タイキ 俺はサビでシンガロングしたり、ちょっと青いこと……青いことっていうのは抽象的かな。でっかいこととか言うと、若さがちょっと出たりすると思います。シンガロングはデカいな。

シンノスケ 青春ロックは、バンドメンバーが出会った時がいつなのかって気がしてきました。たとえば25歳で結成していたら、それは果たして青春ロックなのかと言われればどうだろう?と思うし。多分、自分たちは学生時代に出会ったからしっくりきているのかもしれないです。学生の時の友達のまんまバンドをやっているから、青春のまんまやっている感じがしますね。

ヒナ 青春らしきものをやっていれば「青春ロック」だと思います。みんなでこぶしを上げたり、シンガロングしたり。激しいフロアも、体育祭じゃないですけど、なんかそういうイメージがありますね。それこそシンガロングも合唱の影響とか、そんなイメージがありますね。

■よくシンガロングの是非に関する論争ってあるじゃないですか。ジ・エンプティはシンガロングをどんどんしてほしいタイプのバンドですか?

ケンノスケ どんどん歌っていいと思います。歌ってほしいです。

■そのことはどんどん伝えていきたいところですね。さて、ニューEP『革命 e.p.』のリード曲“革命”ですが、まずはこの曲を作った動機をお伺いしたいです。

シンノスケ 2年前くらいに弾き語りで作った曲なんです。童話みたいに、子どもたちが主人公的なイメージがあって。やっぱりアニメでも、悪役って大人じゃないですか。だから「大人は敵」みたいな、そういう精神を持って作ったんだと思います。

■曲名にちなんで、ジ・エンプティが起こしたい革命とは、どんな革命ですか?

シンノスケ 全人未到というか、誰もやらなそうな面白いことをやることかな。現実的なところで言ったら「自分たちでフェスを開く」とかなんですけど、例えばクルーズ船を借りて、そこでクルーズライブをやるとかも面白そうです。

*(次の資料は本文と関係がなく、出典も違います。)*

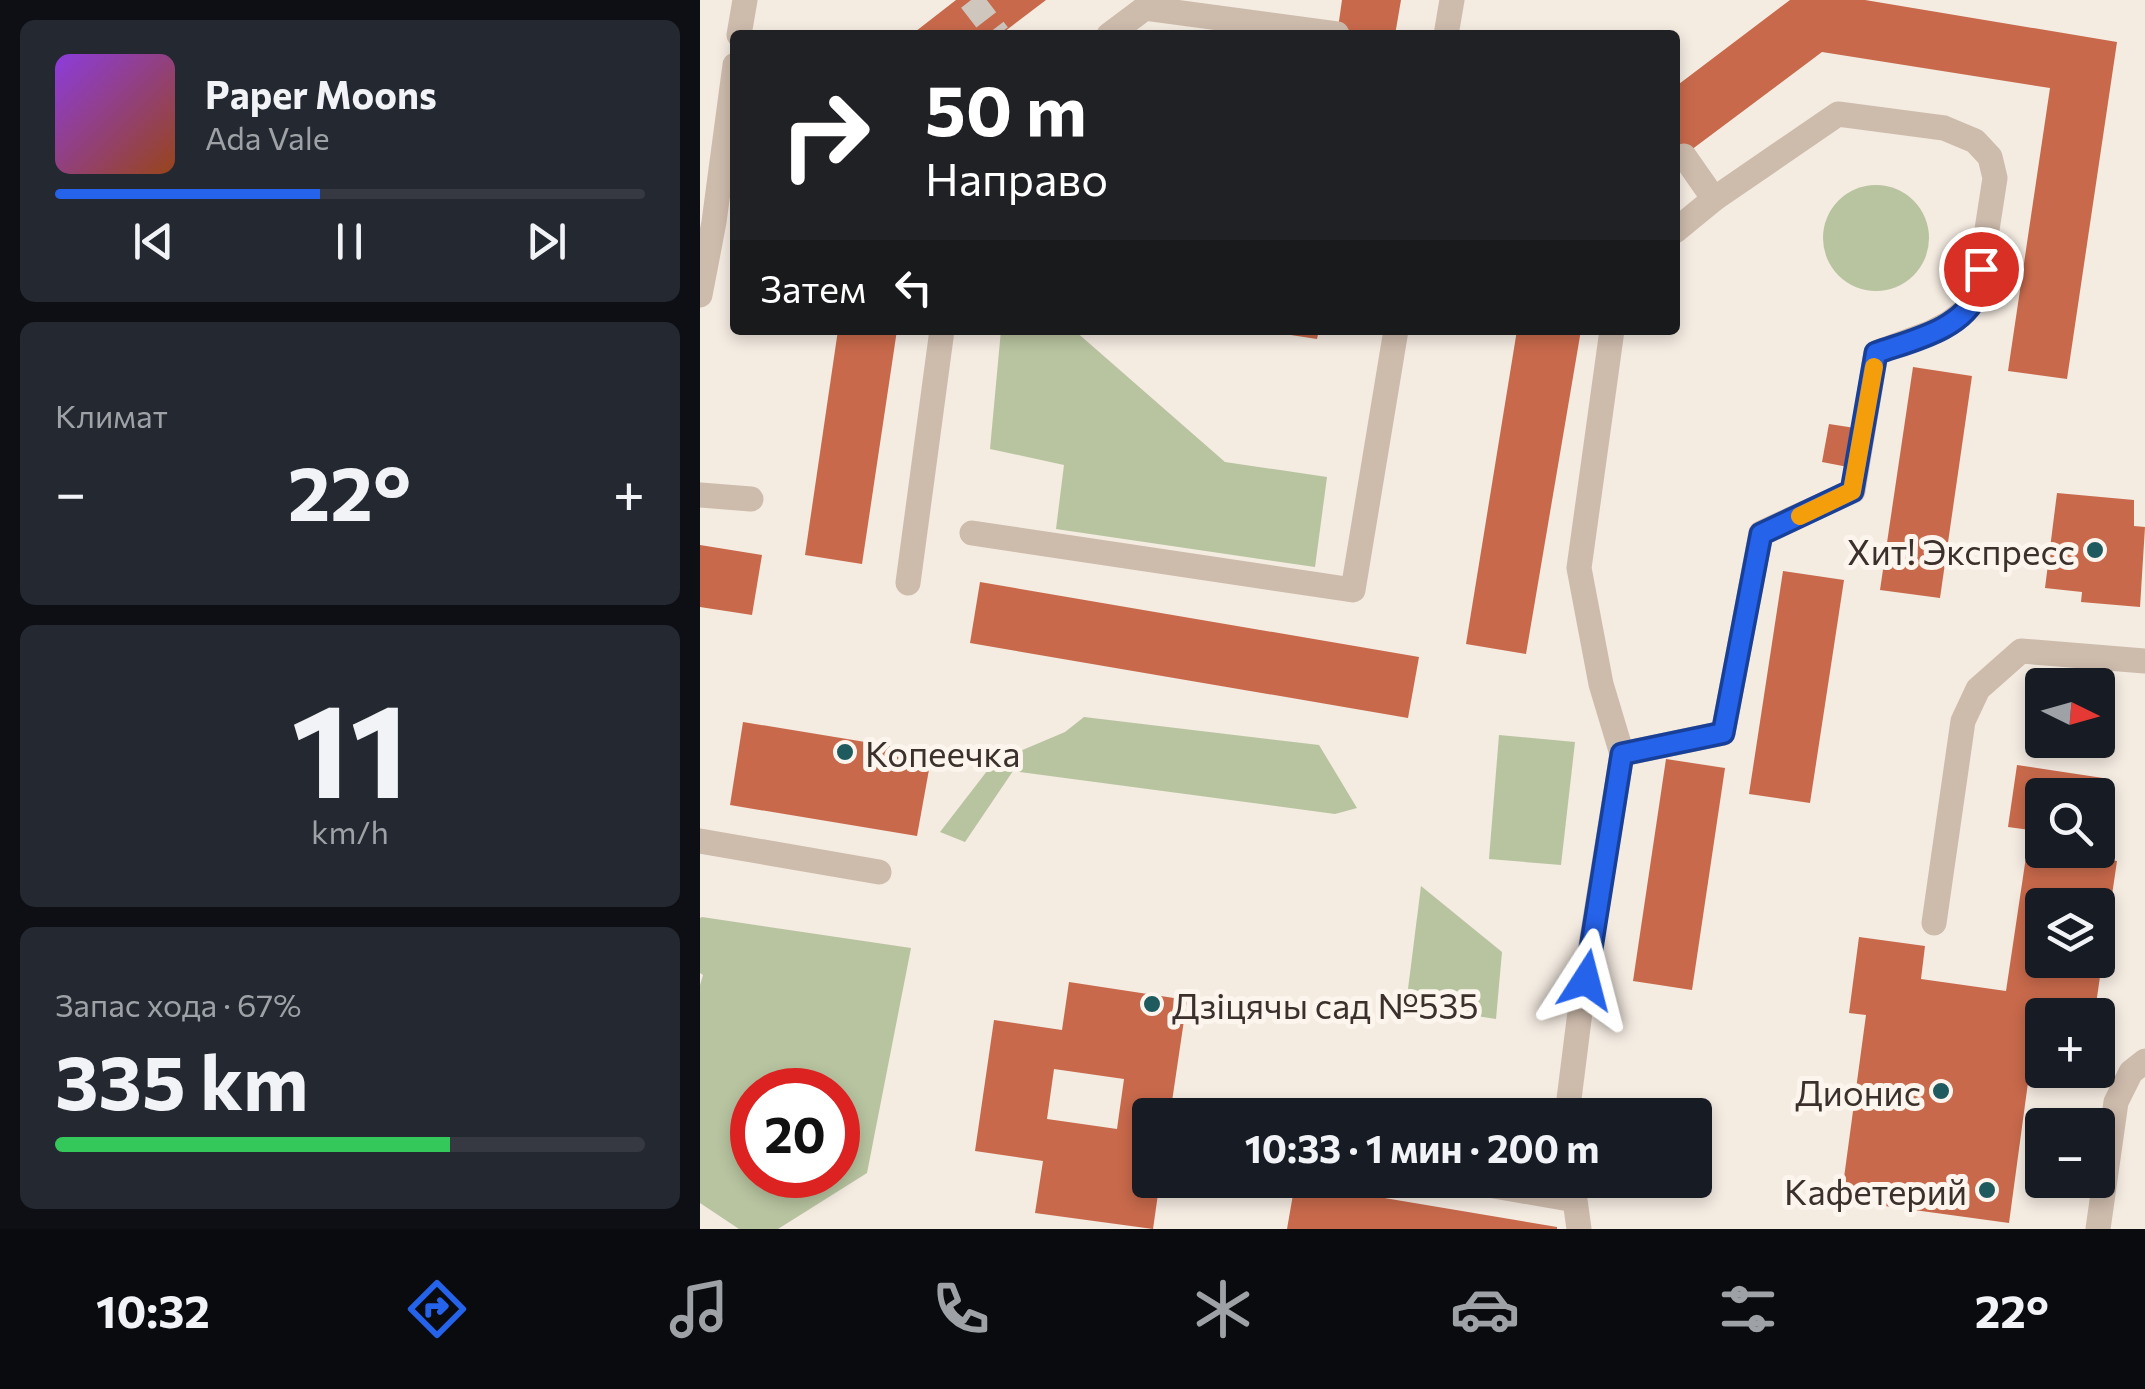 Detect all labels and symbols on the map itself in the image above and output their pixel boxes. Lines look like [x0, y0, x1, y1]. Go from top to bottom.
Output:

ケンノスケ それを聞いて今「パッ」と浮かんだんですけど、小型飛行機みたいなのにひとりずつぶら下げられて、その状態で演奏とかしてみたら面白そうじゃないですか?

■それは革命というか、何かのギネス記録になりそうですね。(笑)

ヒナ なんか、どのジャンルにも属さないというか、ジ・エンプティそのものをもっと確立できればいいかな。そういう意味でも革命を起こしたいです。

タイキ ニルヴァーナのカート・コバーンのファッションがグランジ・ファッションになったみたいな感じで、俺らを真似するスタイルが確立できたらめっちゃカッコいいなと思います。

■みなさんの中で「革命」が起こった瞬間はいつですか?

タイキ やっぱ軽音部に入って楽器に触って、文化祭とかでライブした時かな。「ヤバ!バンド楽しい!」と思ったのが革命でした。入った時は「部活の先輩が可愛いから」という理由だったので、それまでは全然自分がバンドするとも思っていなくて。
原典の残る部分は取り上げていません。